>>>

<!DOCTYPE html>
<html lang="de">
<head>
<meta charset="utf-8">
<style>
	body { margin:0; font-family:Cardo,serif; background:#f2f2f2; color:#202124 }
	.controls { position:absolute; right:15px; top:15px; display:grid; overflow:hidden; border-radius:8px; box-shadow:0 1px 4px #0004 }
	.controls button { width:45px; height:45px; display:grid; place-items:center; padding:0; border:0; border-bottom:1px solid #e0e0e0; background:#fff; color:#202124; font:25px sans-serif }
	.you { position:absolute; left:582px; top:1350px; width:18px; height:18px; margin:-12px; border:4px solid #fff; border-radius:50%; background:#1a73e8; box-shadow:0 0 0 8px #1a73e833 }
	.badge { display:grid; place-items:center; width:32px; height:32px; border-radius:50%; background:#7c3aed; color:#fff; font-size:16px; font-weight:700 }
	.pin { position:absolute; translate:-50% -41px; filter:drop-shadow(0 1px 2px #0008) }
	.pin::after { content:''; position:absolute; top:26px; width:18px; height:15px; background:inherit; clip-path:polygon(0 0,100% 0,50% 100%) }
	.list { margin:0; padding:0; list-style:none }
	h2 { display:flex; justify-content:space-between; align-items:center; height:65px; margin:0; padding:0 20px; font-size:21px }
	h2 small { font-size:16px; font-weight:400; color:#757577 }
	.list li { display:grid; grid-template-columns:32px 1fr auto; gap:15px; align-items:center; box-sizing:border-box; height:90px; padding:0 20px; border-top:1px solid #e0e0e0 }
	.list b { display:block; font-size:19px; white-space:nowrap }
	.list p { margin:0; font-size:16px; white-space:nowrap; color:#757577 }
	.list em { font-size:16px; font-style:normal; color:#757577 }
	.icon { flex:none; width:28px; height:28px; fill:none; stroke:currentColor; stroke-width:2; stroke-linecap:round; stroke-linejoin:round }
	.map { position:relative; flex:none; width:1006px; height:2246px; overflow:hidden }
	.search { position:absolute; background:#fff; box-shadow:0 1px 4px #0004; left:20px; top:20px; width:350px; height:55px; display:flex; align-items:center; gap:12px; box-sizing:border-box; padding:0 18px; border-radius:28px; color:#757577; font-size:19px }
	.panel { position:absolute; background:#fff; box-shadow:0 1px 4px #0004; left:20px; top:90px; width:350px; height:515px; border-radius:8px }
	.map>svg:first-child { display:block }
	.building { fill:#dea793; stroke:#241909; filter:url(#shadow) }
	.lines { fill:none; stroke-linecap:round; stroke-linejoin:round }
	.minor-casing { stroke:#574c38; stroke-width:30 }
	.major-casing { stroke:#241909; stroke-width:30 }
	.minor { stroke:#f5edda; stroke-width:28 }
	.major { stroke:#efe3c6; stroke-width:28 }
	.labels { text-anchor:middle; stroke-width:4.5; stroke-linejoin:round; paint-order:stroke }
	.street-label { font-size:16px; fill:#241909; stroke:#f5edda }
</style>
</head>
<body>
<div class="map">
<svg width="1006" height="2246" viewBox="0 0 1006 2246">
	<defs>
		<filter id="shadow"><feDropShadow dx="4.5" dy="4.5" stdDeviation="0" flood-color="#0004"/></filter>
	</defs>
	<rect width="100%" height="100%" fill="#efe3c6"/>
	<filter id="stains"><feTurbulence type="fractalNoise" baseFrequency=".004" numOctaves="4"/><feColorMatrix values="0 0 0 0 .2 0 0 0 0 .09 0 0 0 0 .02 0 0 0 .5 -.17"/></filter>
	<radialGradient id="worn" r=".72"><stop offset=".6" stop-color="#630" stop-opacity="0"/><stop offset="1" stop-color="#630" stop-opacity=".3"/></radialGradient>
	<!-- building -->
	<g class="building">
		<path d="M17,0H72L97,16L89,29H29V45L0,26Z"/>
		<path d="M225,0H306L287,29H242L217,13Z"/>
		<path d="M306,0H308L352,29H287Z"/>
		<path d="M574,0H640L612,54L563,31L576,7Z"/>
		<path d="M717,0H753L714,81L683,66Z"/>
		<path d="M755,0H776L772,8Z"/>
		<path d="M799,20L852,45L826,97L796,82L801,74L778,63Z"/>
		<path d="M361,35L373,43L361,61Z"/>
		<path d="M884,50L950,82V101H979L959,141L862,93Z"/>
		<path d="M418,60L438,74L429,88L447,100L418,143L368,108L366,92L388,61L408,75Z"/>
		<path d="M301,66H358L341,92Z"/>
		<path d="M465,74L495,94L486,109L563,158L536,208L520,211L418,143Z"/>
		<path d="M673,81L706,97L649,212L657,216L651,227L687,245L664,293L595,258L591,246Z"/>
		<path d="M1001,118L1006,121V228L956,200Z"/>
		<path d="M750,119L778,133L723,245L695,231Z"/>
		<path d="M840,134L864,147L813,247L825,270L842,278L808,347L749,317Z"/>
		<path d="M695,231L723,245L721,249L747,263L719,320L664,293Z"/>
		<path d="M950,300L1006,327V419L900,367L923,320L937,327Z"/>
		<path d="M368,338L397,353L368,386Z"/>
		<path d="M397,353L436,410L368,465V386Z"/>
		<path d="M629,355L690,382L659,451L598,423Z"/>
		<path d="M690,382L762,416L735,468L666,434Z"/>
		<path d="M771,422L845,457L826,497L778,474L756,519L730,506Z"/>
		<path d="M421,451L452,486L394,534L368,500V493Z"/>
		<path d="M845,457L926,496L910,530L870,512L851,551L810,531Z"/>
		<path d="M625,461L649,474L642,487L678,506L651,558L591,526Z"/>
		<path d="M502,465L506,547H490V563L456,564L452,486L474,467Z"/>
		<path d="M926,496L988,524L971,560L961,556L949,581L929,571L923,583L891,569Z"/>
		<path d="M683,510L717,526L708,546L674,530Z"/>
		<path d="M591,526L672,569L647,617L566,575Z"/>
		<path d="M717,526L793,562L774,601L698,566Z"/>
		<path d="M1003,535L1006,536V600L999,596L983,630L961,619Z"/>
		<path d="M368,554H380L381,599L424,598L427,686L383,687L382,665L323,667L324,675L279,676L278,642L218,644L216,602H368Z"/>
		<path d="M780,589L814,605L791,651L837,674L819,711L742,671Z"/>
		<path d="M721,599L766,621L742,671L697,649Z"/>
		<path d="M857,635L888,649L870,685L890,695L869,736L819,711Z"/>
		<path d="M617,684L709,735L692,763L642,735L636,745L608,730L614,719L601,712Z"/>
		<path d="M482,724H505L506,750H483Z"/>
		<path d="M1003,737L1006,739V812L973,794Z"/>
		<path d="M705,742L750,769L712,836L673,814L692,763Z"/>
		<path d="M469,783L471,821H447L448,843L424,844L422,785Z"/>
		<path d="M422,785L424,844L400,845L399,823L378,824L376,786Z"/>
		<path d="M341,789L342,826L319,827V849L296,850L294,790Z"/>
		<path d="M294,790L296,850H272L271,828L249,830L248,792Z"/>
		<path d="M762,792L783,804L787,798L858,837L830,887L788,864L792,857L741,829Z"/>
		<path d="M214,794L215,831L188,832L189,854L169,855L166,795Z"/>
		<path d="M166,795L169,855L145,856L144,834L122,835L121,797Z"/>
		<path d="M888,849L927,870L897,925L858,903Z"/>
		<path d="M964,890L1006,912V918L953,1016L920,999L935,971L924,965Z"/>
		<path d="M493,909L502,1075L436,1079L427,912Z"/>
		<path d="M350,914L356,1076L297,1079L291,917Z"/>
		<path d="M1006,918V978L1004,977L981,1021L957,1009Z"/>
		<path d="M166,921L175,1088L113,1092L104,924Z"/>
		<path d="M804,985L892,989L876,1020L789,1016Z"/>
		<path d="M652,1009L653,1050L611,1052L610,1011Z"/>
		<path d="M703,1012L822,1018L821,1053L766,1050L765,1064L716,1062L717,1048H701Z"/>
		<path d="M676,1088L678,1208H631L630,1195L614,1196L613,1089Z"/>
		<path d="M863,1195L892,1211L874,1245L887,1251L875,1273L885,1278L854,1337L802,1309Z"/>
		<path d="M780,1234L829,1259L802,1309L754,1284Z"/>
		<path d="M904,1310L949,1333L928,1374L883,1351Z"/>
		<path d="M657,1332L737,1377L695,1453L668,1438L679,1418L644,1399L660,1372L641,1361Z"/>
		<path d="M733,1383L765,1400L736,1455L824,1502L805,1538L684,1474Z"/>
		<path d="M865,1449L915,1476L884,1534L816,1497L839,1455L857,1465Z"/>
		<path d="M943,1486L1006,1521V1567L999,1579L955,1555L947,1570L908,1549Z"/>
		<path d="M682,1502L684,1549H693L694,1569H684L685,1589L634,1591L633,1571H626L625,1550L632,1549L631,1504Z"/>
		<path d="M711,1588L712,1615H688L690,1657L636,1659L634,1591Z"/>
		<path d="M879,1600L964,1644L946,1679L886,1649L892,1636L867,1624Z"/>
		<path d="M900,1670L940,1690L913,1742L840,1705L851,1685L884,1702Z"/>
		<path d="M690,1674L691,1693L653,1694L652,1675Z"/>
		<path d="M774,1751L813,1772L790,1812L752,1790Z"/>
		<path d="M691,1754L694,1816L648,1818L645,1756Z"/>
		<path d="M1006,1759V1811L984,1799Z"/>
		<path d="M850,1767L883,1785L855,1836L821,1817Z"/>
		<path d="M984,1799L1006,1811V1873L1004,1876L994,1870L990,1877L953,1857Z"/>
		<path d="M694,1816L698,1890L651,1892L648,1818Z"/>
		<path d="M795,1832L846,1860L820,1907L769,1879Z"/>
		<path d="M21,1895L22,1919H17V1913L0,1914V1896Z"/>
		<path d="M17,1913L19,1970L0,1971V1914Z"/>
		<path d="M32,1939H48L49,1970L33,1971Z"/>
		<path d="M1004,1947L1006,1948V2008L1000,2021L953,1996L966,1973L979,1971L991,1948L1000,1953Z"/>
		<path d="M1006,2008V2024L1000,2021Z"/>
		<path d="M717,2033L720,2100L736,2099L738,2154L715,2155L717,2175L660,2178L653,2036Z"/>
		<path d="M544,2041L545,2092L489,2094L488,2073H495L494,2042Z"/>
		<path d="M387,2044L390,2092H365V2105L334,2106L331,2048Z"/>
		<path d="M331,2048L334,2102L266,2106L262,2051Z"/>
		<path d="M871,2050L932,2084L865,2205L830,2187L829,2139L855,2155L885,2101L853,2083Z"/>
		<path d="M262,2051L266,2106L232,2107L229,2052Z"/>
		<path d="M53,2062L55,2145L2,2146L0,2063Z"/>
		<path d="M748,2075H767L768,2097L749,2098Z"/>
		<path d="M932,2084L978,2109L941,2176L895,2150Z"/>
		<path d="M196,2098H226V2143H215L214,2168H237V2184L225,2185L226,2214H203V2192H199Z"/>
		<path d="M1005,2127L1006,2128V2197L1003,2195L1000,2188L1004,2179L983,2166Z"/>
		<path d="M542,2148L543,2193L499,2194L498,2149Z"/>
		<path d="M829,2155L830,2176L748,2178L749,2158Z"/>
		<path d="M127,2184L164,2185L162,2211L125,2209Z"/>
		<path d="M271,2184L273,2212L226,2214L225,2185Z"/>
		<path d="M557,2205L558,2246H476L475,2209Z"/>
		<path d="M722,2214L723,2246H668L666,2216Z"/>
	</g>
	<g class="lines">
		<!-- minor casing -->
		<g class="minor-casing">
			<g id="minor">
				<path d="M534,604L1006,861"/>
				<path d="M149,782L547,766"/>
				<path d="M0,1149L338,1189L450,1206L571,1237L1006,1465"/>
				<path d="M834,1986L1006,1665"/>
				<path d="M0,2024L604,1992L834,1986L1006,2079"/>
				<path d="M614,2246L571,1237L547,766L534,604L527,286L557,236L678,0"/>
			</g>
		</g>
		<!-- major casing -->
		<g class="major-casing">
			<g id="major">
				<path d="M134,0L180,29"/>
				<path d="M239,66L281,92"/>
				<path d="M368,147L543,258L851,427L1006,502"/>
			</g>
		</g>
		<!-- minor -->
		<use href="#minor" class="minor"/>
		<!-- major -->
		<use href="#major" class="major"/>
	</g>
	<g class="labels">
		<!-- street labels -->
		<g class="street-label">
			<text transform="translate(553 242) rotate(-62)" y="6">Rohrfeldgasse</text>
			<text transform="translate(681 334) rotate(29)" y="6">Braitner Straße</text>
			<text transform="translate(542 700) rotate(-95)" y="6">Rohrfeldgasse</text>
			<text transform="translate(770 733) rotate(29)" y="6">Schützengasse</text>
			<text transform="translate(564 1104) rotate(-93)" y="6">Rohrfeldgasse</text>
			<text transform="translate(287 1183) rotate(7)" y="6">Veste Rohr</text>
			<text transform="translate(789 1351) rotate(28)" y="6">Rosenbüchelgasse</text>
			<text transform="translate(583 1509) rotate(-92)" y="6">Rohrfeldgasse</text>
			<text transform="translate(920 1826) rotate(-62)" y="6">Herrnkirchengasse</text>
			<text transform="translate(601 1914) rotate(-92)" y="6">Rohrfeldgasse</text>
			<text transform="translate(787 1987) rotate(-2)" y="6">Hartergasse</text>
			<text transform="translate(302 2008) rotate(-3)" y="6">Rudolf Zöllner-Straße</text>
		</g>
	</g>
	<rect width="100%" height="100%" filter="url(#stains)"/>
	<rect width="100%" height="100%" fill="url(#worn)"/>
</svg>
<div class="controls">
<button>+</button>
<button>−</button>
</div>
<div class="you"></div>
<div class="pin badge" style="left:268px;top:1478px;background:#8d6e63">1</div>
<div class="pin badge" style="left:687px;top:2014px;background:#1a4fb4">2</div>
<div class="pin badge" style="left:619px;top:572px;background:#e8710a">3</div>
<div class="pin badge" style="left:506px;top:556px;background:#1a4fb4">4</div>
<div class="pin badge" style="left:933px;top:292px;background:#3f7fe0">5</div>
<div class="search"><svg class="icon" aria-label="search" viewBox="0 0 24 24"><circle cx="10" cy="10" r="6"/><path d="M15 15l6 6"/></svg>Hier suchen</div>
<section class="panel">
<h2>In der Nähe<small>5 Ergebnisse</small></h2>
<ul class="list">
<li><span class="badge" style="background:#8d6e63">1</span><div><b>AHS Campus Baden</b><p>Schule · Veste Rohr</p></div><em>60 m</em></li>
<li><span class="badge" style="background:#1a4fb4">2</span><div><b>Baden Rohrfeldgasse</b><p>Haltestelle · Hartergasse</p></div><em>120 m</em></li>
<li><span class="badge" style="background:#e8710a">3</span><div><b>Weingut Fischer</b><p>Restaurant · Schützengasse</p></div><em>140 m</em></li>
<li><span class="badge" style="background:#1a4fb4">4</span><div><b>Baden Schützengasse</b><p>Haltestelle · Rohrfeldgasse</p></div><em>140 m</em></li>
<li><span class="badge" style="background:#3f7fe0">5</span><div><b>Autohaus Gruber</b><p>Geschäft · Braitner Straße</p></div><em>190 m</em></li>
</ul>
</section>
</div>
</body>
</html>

<<<

(Try it): Working from the data above, extract solely the lines from the one containing "position:absolute; left:582px; top:1350px;" through the one containing "margin:0; font-size:16px; white-space:nowrap;", exactly as they appear, both included.

(Answer to this exercise):
	.you { position:absolute; left:582px; top:1350px; width:18px; height:18px; margin:-12px; border:4px solid #fff; border-radius:50%; background:#1a73e8; box-shadow:0 0 0 8px #1a73e833 }
	.badge { display:grid; place-items:center; width:32px; height:32px; border-radius:50%; background:#7c3aed; color:#fff; font-size:16px; font-weight:700 }
	.pin { position:absolute; translate:-50% -41px; filter:drop-shadow(0 1px 2px #0008) }
	.pin::after { content:''; position:absolute; top:26px; width:18px; height:15px; background:inherit; clip-path:polygon(0 0,100% 0,50% 100%) }
	.list { margin:0; padding:0; list-style:none }
	h2 { display:flex; justify-content:space-between; align-items:center; height:65px; margin:0; padding:0 20px; font-size:21px }
	h2 small { font-size:16px; font-weight:400; color:#757577 }
	.list li { display:grid; grid-template-columns:32px 1fr auto; gap:15px; align-items:center; box-sizing:border-box; height:90px; padding:0 20px; border-top:1px solid #e0e0e0 }
	.list b { display:block; font-size:19px; white-space:nowrap }
	.list p { margin:0; font-size:16px; white-space:nowrap; color:#757577 }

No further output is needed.